◆ **Goal of the exercise**
If a line of the records contains the string "compass", copy it out.

[Collected data]

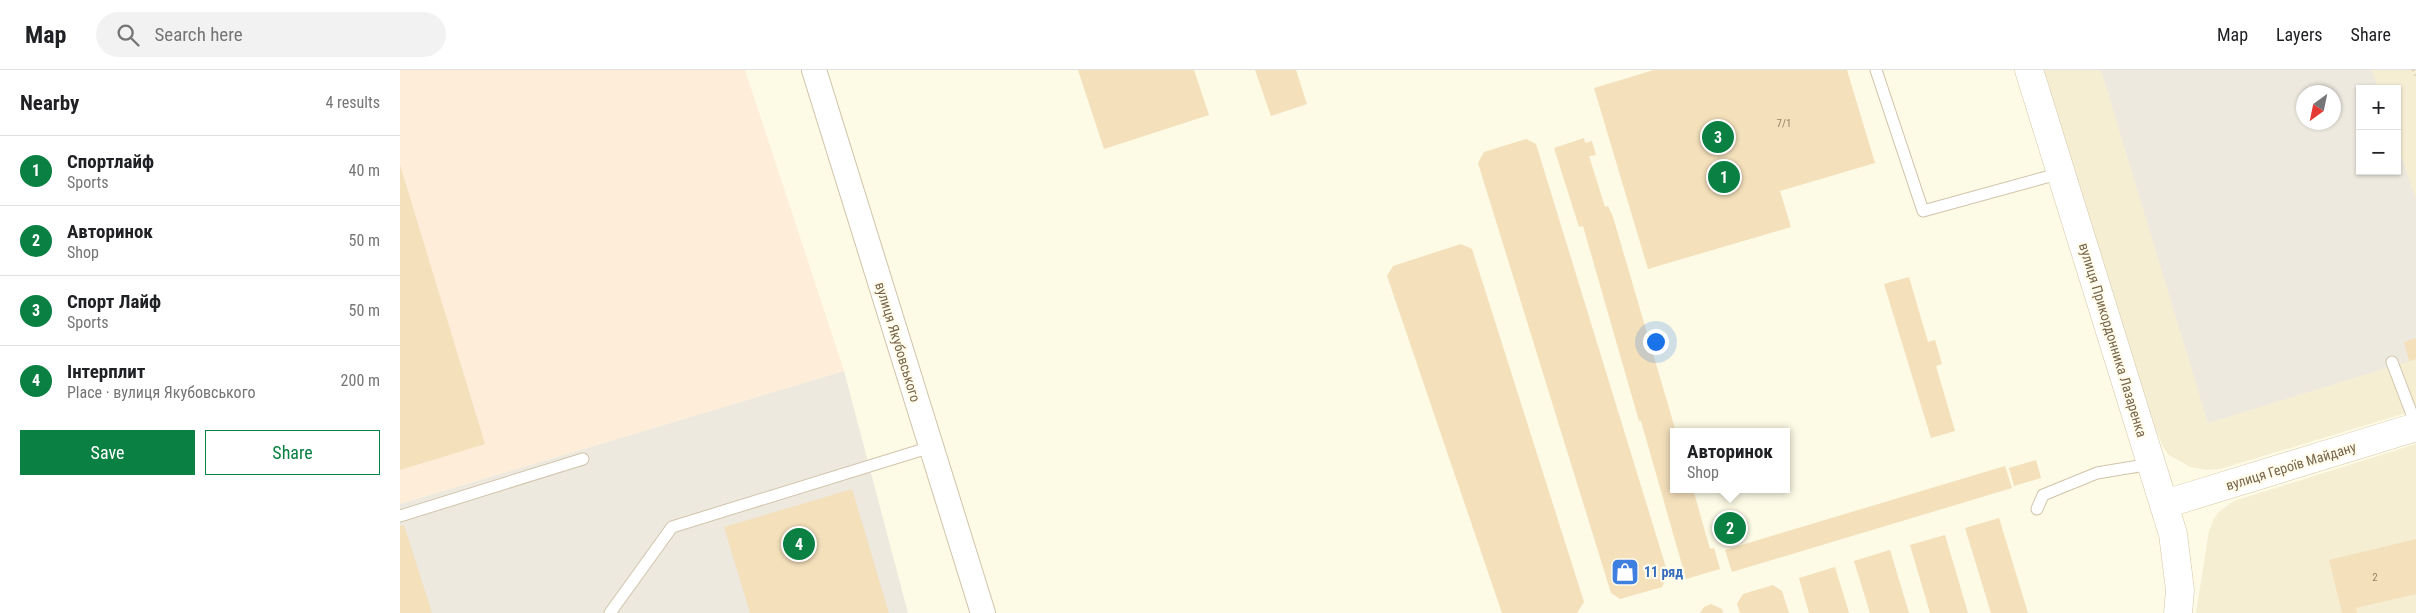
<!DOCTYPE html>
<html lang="en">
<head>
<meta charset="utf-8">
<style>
	body { margin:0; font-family:"Roboto Condensed",sans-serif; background:#f2f2f2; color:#202124 }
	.controls { position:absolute; right:15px; top:15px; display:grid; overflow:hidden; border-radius:0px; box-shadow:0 1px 4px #0004 }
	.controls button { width:45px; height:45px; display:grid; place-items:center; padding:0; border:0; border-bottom:1px solid #e0e0e0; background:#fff; color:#202124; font:25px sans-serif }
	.compass { position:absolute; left:1896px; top:15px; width:45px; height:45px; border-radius:50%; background:#fff; box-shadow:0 1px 4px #0004; rotate:213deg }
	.you { position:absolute; left:1255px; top:271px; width:18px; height:18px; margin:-12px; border:4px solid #fff; border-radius:50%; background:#1a73e8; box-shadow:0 0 0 8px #1a73e833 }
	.badge { display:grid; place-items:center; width:32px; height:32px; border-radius:50%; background:#0b8043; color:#fff; font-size:16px; font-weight:700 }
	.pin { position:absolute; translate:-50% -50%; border:2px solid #fff; box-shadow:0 1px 5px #0006 }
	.popup { position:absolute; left:1270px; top:358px; width:120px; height:65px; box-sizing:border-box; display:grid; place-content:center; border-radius:0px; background:#fff; filter:drop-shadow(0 1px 4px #0005); font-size:16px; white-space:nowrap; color:#757577 }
	.popup b { font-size:19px; color:#202124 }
	.popup::after { content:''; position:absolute; left:50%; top:100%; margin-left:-10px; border:10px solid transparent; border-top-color:#fff }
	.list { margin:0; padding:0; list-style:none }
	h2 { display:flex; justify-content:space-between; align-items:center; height:65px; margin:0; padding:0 20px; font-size:21px }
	h2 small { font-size:16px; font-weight:400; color:#757577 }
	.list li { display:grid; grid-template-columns:32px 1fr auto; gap:15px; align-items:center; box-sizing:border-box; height:70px; padding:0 20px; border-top:1px solid #e0e0e0 }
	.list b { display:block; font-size:19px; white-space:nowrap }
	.list p { margin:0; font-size:16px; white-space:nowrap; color:#757577 }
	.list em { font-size:16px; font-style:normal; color:#757577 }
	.actions { display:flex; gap:10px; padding:15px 20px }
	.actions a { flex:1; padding:11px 0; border:1px solid #0b8043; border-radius:0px; text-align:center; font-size:18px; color:#0b8043 }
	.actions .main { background:#0b8043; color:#fff }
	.icon { flex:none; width:28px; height:28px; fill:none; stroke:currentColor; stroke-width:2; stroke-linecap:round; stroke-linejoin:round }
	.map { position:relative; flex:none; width:2016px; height:543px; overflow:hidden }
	header { display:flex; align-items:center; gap:30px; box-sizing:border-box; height:70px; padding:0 25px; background:#fff; border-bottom:1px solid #e0e0e0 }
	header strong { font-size:24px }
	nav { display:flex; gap:28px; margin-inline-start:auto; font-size:18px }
	.search { width:350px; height:45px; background:#f2f2f2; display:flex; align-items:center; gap:12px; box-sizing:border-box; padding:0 18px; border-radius:28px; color:#757577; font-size:19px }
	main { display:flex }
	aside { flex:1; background:#fff }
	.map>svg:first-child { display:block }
</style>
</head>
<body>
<header>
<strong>Map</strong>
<div class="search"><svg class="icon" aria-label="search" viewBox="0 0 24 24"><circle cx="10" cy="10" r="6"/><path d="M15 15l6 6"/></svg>Search here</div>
<nav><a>Map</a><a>Layers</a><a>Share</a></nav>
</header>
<main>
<aside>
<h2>Nearby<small>4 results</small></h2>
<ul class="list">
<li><span class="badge">1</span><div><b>Спортлайф</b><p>Sports</p></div><em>40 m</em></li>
<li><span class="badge">2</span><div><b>Авторинок</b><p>Shop</p></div><em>50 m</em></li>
<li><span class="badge">3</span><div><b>Спорт Лайф</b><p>Sports</p></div><em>50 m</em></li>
<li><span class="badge">4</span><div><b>Інтерплит</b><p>Place · вулиця Якубовського</p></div><em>200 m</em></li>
</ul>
<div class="actions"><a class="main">Save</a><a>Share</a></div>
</aside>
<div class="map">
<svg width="2016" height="543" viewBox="0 0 2016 543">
	<rect width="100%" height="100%" fill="#fdfae5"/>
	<g fill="#f5eed3" fill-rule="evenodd">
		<path d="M1644,0H2016V340L1820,399L1807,400L1790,397L1769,385L1763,377L1754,355ZM1960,19H1997V101H1960ZM1904,22H1934V52H1904Z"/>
		<path d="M2016,374V543H1796L1809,461L1814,448L1820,441L1834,431Z"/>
	</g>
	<path fill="#feedd9" d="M0,0H345L444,301L0,434Z"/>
	<g fill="#ede9df" fill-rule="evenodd">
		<path d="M1701,0H1972L1978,19H1960V101H1997V74L2016,129V289L1808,353ZM1904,22H1934V52H1904Z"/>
		<path d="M444,301L508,543H0V434Z"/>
	</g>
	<g fill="#f4e0bb">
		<path d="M678,0H794L809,45L704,79Z"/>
		<path d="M855,0H896L907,34L871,46Z"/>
		<path d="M1254,0H1447L1475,93L1380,121L1391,157L1248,199L1194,18Z"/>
		<path d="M1184,68L1185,73L1192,71L1196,85L1189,86L1205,137L1208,136L1213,147L1276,362H1274V419H1293L1310,479L1314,478L1320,499L1286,509L1241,351H1239L1183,156L1179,157L1154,78Z"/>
		<path d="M1126,69L1136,74L1268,504L1262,517L1220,529L1211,523L1078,93L1084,82Z"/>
		<path d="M0,95L85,374L0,400Z"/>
		<path d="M1061,174L1072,179L1184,532L1177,543H1102L987,206L993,196Z"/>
		<path d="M1509,207L1528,272L1535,270L1542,294L1536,296L1555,361L1531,368L1484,214Z"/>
		<path d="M2016,268V289L2009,291L2004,272Z"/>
		<path d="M1636,390L1641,408L1614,416L1609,398Z"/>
		<path d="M1605,396L1612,418L1332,502L1325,480Z"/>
		<path d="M452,419L489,543H350L324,457Z"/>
		<path d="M1599,448L1628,543H1591L1565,458Z"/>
		<path d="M4,455L32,543H0V456Z"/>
		<path d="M1545,465L1568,543H1530L1510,475Z"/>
		<path d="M2016,469V524L1956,538L1957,543H1942L1929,490Z"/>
		<path d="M1490,480L1509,543H1470L1454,491Z"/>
		<path d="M1435,497L1449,543H1409L1399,508Z"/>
		<path d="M1373,515L1382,521L1389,543H1340L1337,534L1343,524Z"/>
		<path d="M1311,534L1322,539L1323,543H1300L1304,537Z"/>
	</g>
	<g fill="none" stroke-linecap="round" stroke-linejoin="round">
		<defs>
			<g id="lane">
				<path d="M1476,0L1523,141L1661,103"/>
				<path d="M1992,292L2016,355"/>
				<path d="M1637,439L1643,425L1697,403L1751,394"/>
				<path d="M0,446L183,389"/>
				<path d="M210,543L272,457L531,377"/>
			</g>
			<path id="street" d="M414,0L583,543"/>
			<g id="secondary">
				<path d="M1629,0L1773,464L1780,520L1778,543"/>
				<path d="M1765,434L2016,357"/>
			</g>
		</defs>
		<use href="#lane" stroke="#d0c4ab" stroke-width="13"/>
		<use href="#street" stroke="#d0c4ab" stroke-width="26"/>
		<use href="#secondary" stroke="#d3c6a8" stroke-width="29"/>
		<path stroke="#dac49e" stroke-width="3" stroke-dasharray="1 4" stroke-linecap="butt" d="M2013,0L2016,7"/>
		<use href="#lane" stroke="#fff" stroke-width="11"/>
		<use href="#street" stroke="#fff" stroke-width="24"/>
		<use href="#secondary" stroke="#fff" stroke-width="28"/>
	</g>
	<defs>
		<symbol id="shop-square" viewBox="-11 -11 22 22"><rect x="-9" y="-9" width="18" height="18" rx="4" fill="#3f7fe0" stroke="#fffced"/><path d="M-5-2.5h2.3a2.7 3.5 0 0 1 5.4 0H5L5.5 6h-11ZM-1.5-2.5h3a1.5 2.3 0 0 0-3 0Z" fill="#fff"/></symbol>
	</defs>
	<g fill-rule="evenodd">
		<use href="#shop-square" x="1209" y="486" width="32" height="32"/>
	</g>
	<g text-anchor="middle" stroke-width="4.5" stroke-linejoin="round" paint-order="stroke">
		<g font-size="11" fill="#978466">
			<text x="1384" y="57">7/1</text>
			<text x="1975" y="511">2</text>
		</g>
		<g font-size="14" fill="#786549" stroke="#fffced">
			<text transform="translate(1713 270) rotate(73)" y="5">вулиця Прикордонника Лазаренка</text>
			<text transform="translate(498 272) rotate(73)" y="5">вулиця Якубовського</text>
			<text transform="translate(1891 396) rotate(-17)" y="5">вулиця Героїв Майдану</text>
		</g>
		<g font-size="14" font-weight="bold" fill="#366cbe" stroke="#fffced" text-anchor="start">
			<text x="1244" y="507">11 ряд</text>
		</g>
	</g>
</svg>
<div class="controls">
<button>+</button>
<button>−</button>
</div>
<svg class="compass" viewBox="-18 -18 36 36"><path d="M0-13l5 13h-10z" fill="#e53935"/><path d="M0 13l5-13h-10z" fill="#757577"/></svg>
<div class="you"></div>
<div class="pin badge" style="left:1324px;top:107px">1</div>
<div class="pin badge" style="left:1330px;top:458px">2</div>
<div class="popup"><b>Авторинок</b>Shop</div>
<div class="pin badge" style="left:1318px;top:67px">3</div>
<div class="pin badge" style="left:399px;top:474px">4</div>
</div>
</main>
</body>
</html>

◆ **Solution to this problem**
	.compass { position:absolute; left:1896px; top:15px; width:45px; height:45px; border-radius:50%; background:#fff; box-shadow:0 1px 4px #0004; rotate:213deg }
<svg class="compass" viewBox="-18 -18 36 36"><path d="M0-13l5 13h-10z" fill="#e53935"/><path d="M0 13l5-13h-10z" fill="#757577"/></svg>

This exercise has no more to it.